→ About this task: Read the lines below. Copy out any that hold the string "green".

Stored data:
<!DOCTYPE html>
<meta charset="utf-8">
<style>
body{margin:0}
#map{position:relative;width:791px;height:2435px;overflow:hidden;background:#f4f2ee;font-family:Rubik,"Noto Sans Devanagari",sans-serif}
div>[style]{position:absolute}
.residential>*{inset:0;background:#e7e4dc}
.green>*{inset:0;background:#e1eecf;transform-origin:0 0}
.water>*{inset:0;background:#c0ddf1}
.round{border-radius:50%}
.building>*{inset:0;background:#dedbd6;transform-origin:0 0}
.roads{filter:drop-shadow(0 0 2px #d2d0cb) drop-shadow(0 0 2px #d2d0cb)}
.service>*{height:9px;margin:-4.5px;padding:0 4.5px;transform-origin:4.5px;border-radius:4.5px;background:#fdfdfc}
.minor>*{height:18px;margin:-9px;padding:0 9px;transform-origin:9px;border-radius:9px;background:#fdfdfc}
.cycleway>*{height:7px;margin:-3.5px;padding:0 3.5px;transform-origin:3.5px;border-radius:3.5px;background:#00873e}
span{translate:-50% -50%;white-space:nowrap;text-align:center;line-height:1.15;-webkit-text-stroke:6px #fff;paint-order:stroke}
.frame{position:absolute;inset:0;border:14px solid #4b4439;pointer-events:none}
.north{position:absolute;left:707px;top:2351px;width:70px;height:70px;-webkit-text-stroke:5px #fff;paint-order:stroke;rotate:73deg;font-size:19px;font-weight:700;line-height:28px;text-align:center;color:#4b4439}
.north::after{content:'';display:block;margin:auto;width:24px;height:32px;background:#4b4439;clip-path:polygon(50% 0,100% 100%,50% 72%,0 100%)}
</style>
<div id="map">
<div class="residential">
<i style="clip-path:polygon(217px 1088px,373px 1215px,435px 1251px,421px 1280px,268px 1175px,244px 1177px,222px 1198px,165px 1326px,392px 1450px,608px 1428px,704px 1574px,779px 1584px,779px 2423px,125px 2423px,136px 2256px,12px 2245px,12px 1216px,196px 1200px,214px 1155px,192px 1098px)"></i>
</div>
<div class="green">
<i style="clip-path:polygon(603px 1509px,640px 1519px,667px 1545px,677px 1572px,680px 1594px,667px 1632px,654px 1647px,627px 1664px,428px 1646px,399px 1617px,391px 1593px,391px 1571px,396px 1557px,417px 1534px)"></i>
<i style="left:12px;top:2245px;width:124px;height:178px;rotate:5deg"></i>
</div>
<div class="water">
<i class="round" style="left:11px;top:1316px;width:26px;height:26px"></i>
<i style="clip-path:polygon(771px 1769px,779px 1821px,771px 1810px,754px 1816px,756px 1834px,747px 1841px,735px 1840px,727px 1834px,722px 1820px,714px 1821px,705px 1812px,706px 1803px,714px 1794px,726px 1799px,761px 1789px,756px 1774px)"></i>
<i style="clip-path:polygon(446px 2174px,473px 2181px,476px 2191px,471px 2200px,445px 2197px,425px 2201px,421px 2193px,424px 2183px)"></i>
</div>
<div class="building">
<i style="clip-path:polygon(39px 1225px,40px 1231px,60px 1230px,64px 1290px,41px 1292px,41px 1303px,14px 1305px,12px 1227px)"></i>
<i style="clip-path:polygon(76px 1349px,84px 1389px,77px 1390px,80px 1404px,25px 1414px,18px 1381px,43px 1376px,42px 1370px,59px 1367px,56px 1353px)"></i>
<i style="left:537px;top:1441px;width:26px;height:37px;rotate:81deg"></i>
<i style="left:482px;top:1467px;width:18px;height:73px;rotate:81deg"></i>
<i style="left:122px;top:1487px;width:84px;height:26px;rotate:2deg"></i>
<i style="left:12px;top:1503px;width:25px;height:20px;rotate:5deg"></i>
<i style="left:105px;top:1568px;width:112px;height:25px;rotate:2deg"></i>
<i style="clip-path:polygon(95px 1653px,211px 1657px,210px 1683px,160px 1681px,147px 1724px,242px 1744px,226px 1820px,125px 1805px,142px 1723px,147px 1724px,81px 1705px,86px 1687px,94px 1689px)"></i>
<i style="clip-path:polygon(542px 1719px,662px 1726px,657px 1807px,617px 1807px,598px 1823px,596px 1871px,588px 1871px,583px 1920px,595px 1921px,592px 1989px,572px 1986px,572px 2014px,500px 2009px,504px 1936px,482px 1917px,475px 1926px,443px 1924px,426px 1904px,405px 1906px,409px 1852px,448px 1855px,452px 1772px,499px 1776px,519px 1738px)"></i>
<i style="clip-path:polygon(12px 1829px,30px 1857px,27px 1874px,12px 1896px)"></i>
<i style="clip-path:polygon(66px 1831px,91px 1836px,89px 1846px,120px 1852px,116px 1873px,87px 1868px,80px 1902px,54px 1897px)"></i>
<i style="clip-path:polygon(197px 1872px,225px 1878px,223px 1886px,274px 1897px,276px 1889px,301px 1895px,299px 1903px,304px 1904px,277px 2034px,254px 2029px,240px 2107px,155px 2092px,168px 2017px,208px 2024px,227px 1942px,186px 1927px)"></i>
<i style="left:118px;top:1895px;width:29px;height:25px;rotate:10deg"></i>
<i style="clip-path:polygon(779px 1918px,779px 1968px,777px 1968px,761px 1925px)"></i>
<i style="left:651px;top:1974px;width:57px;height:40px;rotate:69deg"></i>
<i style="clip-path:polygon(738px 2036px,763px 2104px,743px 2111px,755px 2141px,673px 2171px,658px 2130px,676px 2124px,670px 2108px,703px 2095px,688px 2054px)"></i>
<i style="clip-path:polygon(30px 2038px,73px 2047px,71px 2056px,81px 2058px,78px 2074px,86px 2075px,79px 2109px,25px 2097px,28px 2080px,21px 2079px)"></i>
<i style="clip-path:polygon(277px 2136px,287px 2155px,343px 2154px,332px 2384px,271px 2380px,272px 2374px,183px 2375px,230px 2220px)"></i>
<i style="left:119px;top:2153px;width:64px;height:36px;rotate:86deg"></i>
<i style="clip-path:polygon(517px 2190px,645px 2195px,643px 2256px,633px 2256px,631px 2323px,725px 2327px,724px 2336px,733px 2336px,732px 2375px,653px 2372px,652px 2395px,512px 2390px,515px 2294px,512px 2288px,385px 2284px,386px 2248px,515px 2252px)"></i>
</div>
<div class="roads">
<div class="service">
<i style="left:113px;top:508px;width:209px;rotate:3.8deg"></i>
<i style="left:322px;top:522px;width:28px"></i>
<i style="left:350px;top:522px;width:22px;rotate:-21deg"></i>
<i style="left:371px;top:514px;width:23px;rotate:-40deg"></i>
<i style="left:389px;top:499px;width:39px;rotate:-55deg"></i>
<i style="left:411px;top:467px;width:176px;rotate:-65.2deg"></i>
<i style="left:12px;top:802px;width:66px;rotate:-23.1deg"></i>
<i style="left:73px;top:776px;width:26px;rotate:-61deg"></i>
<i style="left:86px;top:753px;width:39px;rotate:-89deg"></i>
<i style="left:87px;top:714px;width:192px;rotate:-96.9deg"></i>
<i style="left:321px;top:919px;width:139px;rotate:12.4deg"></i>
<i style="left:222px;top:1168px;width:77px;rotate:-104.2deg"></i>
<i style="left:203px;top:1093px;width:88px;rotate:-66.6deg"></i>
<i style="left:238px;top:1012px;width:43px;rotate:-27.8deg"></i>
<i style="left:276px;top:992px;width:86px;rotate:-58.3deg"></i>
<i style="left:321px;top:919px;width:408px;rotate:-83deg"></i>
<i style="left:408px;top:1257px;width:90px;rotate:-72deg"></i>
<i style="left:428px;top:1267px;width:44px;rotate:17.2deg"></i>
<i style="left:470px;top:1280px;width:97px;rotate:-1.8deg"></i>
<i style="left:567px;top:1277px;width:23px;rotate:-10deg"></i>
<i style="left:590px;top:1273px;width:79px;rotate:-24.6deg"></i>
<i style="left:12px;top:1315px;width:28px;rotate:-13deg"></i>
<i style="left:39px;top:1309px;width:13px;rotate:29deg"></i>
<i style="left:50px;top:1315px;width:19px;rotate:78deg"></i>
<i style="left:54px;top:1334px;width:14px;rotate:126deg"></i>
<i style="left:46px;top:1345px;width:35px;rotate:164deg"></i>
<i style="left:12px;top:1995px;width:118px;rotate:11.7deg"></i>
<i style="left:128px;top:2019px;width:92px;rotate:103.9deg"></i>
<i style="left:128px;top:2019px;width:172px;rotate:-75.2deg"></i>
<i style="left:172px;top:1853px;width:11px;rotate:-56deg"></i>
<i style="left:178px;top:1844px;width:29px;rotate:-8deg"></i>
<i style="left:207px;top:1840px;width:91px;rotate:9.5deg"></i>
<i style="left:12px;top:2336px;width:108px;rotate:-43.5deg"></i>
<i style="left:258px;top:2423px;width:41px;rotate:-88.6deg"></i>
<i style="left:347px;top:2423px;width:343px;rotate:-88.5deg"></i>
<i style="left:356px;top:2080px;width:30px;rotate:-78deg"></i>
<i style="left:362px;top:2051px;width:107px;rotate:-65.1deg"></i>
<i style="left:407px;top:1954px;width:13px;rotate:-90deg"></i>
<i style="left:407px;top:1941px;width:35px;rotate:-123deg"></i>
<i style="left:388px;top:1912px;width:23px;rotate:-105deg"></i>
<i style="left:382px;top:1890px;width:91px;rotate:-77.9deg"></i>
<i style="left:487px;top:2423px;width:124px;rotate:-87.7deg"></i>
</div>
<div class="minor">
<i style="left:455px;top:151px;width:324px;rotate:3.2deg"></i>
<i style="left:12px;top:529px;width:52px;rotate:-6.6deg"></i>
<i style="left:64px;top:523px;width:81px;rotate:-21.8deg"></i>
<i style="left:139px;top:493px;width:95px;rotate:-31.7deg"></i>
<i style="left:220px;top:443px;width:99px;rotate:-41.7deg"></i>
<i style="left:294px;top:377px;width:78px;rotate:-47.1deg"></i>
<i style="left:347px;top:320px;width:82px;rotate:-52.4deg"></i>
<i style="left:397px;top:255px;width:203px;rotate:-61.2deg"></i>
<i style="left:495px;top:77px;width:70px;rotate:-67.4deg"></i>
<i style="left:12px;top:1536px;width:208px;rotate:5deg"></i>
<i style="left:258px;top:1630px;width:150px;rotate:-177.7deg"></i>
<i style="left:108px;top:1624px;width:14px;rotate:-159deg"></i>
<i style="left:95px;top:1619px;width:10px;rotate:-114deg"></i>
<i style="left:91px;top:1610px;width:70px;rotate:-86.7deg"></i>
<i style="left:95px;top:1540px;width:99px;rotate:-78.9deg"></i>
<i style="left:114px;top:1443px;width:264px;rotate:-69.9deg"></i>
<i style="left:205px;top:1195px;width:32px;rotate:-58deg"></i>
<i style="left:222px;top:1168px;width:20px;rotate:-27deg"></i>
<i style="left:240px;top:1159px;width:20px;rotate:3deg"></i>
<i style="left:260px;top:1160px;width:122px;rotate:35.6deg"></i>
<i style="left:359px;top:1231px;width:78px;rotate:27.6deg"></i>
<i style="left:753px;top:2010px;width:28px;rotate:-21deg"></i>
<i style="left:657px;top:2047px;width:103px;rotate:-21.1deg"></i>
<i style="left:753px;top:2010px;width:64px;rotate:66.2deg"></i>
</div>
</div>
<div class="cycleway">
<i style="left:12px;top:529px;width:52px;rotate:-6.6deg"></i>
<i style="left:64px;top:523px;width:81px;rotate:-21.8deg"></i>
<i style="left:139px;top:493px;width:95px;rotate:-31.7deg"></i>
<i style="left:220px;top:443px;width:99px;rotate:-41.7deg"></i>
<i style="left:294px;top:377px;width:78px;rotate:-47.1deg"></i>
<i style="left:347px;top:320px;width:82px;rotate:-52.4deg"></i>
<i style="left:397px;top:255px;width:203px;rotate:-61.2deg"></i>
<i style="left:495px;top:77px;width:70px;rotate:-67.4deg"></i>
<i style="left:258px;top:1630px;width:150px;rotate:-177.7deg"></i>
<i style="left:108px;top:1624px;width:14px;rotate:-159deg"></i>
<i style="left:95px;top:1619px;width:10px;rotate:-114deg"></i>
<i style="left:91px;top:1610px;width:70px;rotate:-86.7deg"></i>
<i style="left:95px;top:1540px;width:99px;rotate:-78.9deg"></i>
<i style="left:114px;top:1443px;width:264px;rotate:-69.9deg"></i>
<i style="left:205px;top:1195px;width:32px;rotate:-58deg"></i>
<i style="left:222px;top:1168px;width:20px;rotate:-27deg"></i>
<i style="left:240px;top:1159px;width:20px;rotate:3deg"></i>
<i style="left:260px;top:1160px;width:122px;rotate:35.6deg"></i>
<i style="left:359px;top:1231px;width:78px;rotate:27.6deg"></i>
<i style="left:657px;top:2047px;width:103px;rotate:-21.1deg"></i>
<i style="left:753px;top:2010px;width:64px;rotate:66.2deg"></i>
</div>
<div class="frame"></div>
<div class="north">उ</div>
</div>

→ Output:
.green>*{inset:0;background:#e1eecf;transform-origin:0 0}
<div class="green">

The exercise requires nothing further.